[[ RECORDS SUPPLIED, beginning ]]

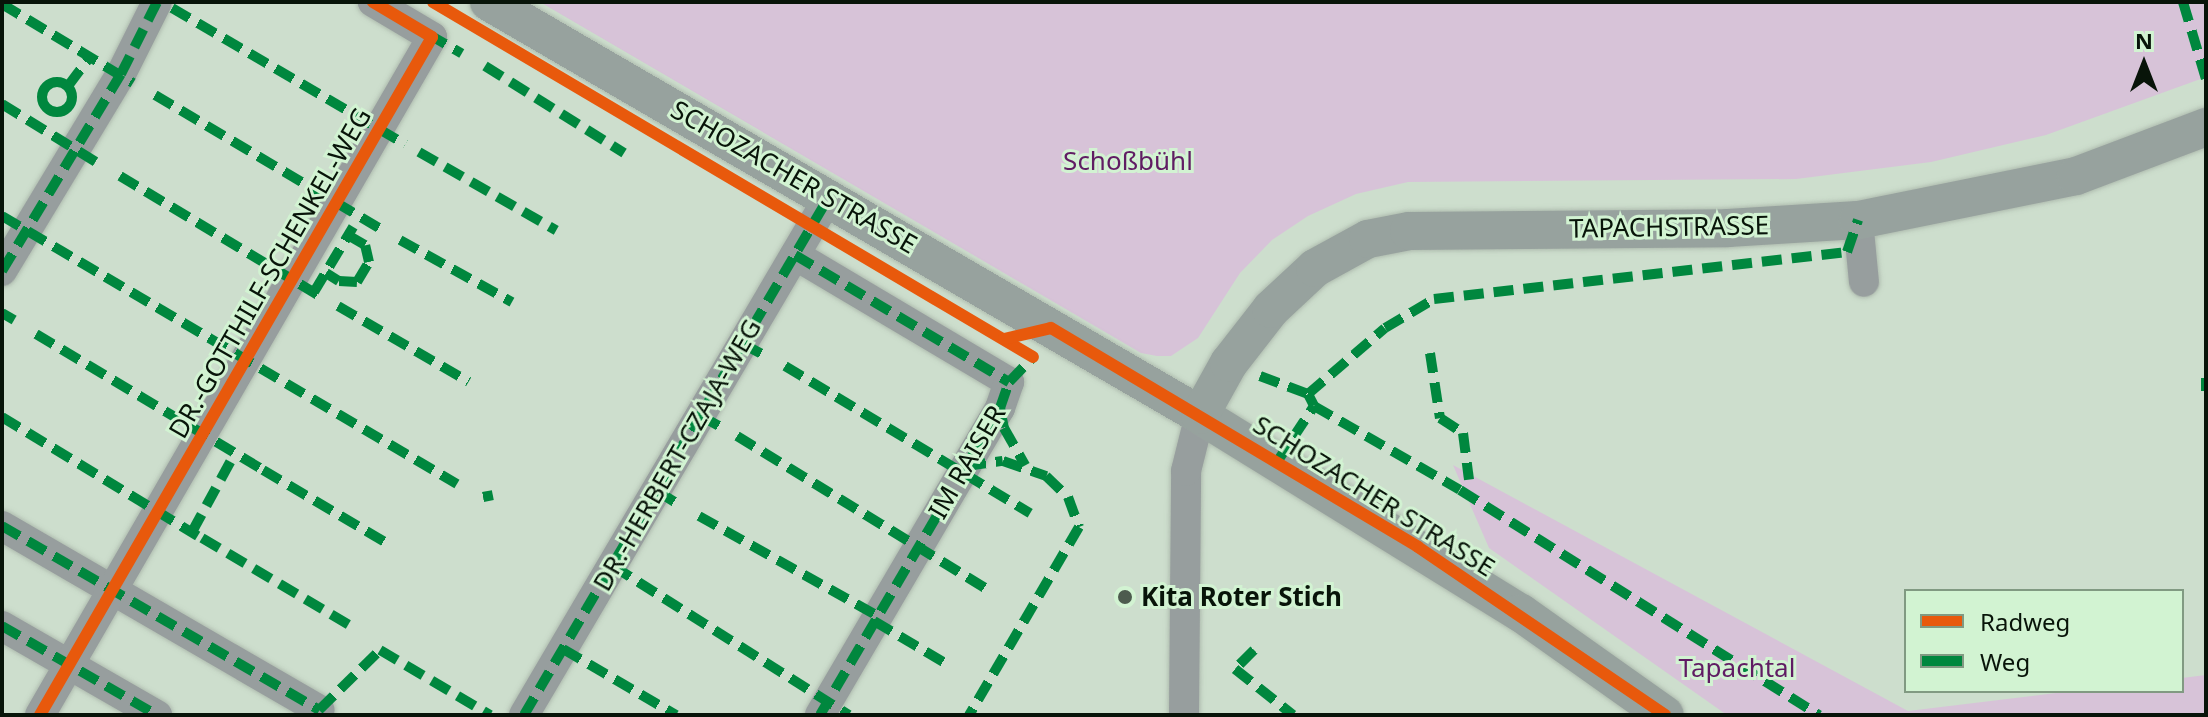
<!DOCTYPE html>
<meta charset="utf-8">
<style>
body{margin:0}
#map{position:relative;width:2208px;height:717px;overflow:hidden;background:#cddecd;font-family:"Noto Sans",sans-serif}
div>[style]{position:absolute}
.green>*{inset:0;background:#d7c3d8}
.roads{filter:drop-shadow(0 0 2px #afbcaf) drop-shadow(0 0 2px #afbcaf)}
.minor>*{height:30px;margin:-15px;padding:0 15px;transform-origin:15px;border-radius:15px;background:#979e9e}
.major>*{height:38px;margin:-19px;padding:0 19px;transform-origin:19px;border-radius:19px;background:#97a29e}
.quiet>*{height:10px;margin-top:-5px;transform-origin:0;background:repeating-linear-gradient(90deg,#00873e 0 20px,transparent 0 30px)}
.quiet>.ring{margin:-5px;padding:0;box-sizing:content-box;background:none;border:10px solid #00873e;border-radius:50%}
.cycleway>*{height:12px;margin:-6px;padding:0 6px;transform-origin:6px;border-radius:6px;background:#e8590c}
.dots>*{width:22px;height:22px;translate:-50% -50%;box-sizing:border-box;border:4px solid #d2f3d2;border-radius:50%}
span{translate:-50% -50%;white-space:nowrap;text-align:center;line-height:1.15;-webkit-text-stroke:6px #d2f3d2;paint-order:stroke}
.park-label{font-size:26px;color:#601c63}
.street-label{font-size:26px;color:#081409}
.poi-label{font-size:26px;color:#081409;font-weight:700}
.left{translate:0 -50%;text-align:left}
.frame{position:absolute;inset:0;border:4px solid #081409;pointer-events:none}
.legend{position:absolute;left:1904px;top:589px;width:280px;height:104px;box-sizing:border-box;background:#d2f3d2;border:2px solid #819a82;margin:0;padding:10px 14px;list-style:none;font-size:24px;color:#081409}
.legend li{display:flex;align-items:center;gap:16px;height:40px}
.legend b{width:40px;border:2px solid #819a82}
.north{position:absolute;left:2104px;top:24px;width:80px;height:80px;-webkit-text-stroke:6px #d2f3d2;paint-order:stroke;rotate:0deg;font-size:22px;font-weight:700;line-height:32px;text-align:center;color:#081409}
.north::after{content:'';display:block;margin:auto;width:28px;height:36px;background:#081409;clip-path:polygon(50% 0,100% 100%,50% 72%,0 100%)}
</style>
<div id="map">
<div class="green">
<i style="clip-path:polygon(540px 2px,2206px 2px,2206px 77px,2046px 135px,1931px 162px,1796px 179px,1408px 182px,1356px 194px,1308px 216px,1272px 240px,1240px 273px,1198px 338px,1171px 356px,1157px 356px,1141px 353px)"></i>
<i style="clip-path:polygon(1453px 465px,1908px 711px,2072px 691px,2182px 691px,2182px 678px,2206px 675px,2206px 715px,1727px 715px,1489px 548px)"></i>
</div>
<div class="roads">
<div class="minor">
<i style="left:1858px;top:220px;width:62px;rotate:84.5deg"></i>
<i style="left:795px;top:255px;width:249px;rotate:30.7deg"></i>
<i style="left:1009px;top:382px;width:28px;rotate:109deg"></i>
<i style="left:1000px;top:408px;width:356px;rotate:120.4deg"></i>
<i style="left:2px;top:271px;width:230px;rotate:-58.9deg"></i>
<i style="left:121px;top:74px;width:80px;rotate:-63.4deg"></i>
<i style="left:2px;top:526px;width:367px;rotate:30.1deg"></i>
<i style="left:2px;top:626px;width:179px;rotate:29.9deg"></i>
<i style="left:40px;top:715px;width:783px;rotate:-59.96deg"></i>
<i style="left:432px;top:37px;width:69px;rotate:-149.3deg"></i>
<i style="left:524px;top:715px;width:603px;rotate:-59.52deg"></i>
<i style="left:1184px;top:715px;width:244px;rotate:-89.5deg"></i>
<i style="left:1186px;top:471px;width:58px;rotate:-76deg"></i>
</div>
<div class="major">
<i style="left:489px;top:2px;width:822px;rotate:30.15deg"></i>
<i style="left:1200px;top:415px;width:377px;rotate:31.7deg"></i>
<i style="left:1521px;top:613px;width:176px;rotate:35.3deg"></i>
<i style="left:1200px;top:415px;width:60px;rotate:-60.9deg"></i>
<i style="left:1229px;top:363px;width:68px;rotate:-52.1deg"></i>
<i style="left:1271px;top:309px;width:60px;rotate:-43deg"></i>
<i style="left:1315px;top:268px;width:60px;rotate:-28.7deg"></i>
<i style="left:1368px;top:239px;width:42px;rotate:-11deg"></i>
<i style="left:1409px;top:231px;width:319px;rotate:-0.5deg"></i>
<i style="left:1728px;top:228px;width:130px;rotate:-3.5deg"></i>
<i style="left:1858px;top:220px;width:222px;rotate:-11.4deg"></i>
<i style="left:2076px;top:176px;width:139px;rotate:-20.7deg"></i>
</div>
</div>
<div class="quiet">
<i style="left:2183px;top:2px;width:80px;rotate:73.4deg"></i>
<i style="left:2px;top:4px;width:153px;rotate:31.1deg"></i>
<i style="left:172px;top:8px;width:270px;rotate:30.3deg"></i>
<i style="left:428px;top:34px;width:39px;rotate:30deg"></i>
<i style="left:485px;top:66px;width:164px;rotate:32deg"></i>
<i class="ring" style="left:42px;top:82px;width:20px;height:20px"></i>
<i style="left:68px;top:86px;width:35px;rotate:-53deg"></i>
<i style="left:155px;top:95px;width:264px;rotate:30.7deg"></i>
<i style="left:2px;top:104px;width:110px;rotate:31.7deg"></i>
<i style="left:419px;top:152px;width:158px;rotate:29.7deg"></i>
<i style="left:120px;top:176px;width:239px;rotate:31deg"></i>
<i style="left:2px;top:216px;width:528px;rotate:30.5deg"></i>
<i style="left:400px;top:240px;width:128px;rotate:29deg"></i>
<i style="left:795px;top:255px;width:249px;rotate:30.7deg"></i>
<i style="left:2px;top:271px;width:230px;rotate:-58.9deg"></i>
<i style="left:121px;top:74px;width:80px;rotate:-63.4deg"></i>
<i style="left:326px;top:273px;width:15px;rotate:32deg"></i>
<i style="left:339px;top:281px;width:18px;rotate:3deg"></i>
<i style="left:357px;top:282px;width:23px;rotate:-59deg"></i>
<i style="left:369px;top:262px;width:17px;rotate:-103deg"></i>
<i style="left:365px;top:245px;width:20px;rotate:-150deg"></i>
<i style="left:314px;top:292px;width:76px;rotate:-59deg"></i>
<i style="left:338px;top:306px;width:151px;rotate:30.1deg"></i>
<i style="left:2px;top:313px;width:14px;rotate:30deg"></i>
<i style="left:36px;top:334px;width:261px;rotate:30.9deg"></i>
<i style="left:743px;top:344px;width:27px;rotate:28deg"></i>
<i style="left:1430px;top:353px;width:66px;rotate:81.3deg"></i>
<i style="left:1440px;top:418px;width:27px;rotate:33deg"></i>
<i style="left:1463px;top:433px;width:47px;rotate:82.7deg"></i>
<i style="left:785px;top:366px;width:286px;rotate:31deg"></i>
<i style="left:1260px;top:376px;width:51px;rotate:20.6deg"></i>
<i style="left:1308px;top:394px;width:13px;rotate:63deg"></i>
<i style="left:1314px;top:406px;width:168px;rotate:29.9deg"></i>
<i style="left:1460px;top:490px;width:424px;rotate:32.1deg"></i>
<i style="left:2206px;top:378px;width:13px;rotate:90deg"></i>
<i style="left:1009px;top:382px;width:35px;rotate:-46deg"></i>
<i style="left:1033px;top:357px;width:5px;rotate:-143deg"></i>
<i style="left:1308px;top:394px;width:101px;rotate:-40.6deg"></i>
<i style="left:1385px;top:328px;width:57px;rotate:-30.6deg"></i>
<i style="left:1434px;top:299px;width:416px;rotate:-6.5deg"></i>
<i style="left:1847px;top:252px;width:34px;rotate:-71deg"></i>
<i style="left:1000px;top:408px;width:20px;rotate:79deg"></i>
<i style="left:1004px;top:428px;width:43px;rotate:60.4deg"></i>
<i style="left:701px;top:416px;width:25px;rotate:29deg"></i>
<i style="left:2px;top:417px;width:229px;rotate:31.3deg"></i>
<i style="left:737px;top:436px;width:294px;rotate:31.5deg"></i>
<i style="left:1277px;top:462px;width:67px;rotate:-56.5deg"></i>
<i style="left:966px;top:466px;width:37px;rotate:-8deg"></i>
<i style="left:1003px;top:461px;width:46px;rotate:19.2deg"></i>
<i style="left:1046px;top:476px;width:30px;rotate:44deg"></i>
<i style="left:1068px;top:497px;width:32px;rotate:70deg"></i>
<i style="left:1079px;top:527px;width:218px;rotate:120.3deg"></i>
<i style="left:263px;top:470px;width:145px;rotate:30.6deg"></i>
<i style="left:657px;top:491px;width:26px;rotate:32deg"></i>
<i style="left:483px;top:497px;width:10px;rotate:-11deg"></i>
<i style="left:699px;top:516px;width:205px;rotate:29.2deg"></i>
<i style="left:2px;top:526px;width:367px;rotate:30.1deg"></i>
<i style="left:319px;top:710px;width:86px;rotate:-44.5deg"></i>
<i style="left:380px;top:650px;width:128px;rotate:30.6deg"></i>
<i style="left:192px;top:532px;width:90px;rotate:-61.4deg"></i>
<i style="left:202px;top:538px;width:171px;rotate:30.6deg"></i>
<i style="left:613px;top:566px;width:279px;rotate:32.3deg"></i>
<i style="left:874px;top:621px;width:82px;rotate:30.6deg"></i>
<i style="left:2px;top:626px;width:179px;rotate:29.9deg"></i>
<i style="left:563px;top:649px;width:131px;rotate:30.3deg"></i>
<i style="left:1254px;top:650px;width:27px;rotate:135deg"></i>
<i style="left:1235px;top:669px;width:74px;rotate:38.4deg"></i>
<i style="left:524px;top:715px;width:603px;rotate:-59.52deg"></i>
<i style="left:820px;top:715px;width:356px;rotate:-59.6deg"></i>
<i style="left:1000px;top:408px;width:28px;rotate:-71deg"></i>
</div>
<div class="cycleway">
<i style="left:433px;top:2px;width:697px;rotate:30.61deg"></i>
<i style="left:1004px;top:339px;width:48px;rotate:-13.2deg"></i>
<i style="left:1051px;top:328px;width:427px;rotate:30.8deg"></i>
<i style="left:1418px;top:547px;width:299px;rotate:34.2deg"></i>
<i style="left:40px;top:715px;width:783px;rotate:-59.96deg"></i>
<i style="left:432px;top:37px;width:69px;rotate:-149.3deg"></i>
</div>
<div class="dots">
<i style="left:1125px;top:597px;background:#4d5b4e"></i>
</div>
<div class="park-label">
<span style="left:1128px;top:161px">Schoßbühl</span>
<span style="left:1737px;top:668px">Tapachtal</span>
</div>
<div class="street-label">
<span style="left:794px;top:177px;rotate:30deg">SCHOZACHER STRASSE</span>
<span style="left:1669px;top:227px;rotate:-1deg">TAPACHSTRASSE</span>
<span style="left:270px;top:273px;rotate:-60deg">DR.-GOTTHILF-SCHENKEL-WEG</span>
<span style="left:677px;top:455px;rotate:-60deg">DR.-HERBERT-CZAJA-WEG</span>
<span style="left:967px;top:462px;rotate:-60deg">IM RAISER</span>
<span style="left:1374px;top:496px;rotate:32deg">SCHOZACHER STRASSE</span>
</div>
<div class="poi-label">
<span class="left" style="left:1141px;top:597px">Kita Roter Stich</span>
</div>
<div class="frame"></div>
<ul class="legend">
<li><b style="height:10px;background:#e8590c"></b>Radweg</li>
<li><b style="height:10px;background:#00873e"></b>Weg</li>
</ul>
<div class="north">N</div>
</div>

[[ RECORDS SUPPLIED, end ]]

Only the lines above that hold "roads" are wanted. Show every one of them.

TASK SOLUTION =>
.roads{filter:drop-shadow(0 0 2px #afbcaf) drop-shadow(0 0 2px #afbcaf)}
<div class="roads">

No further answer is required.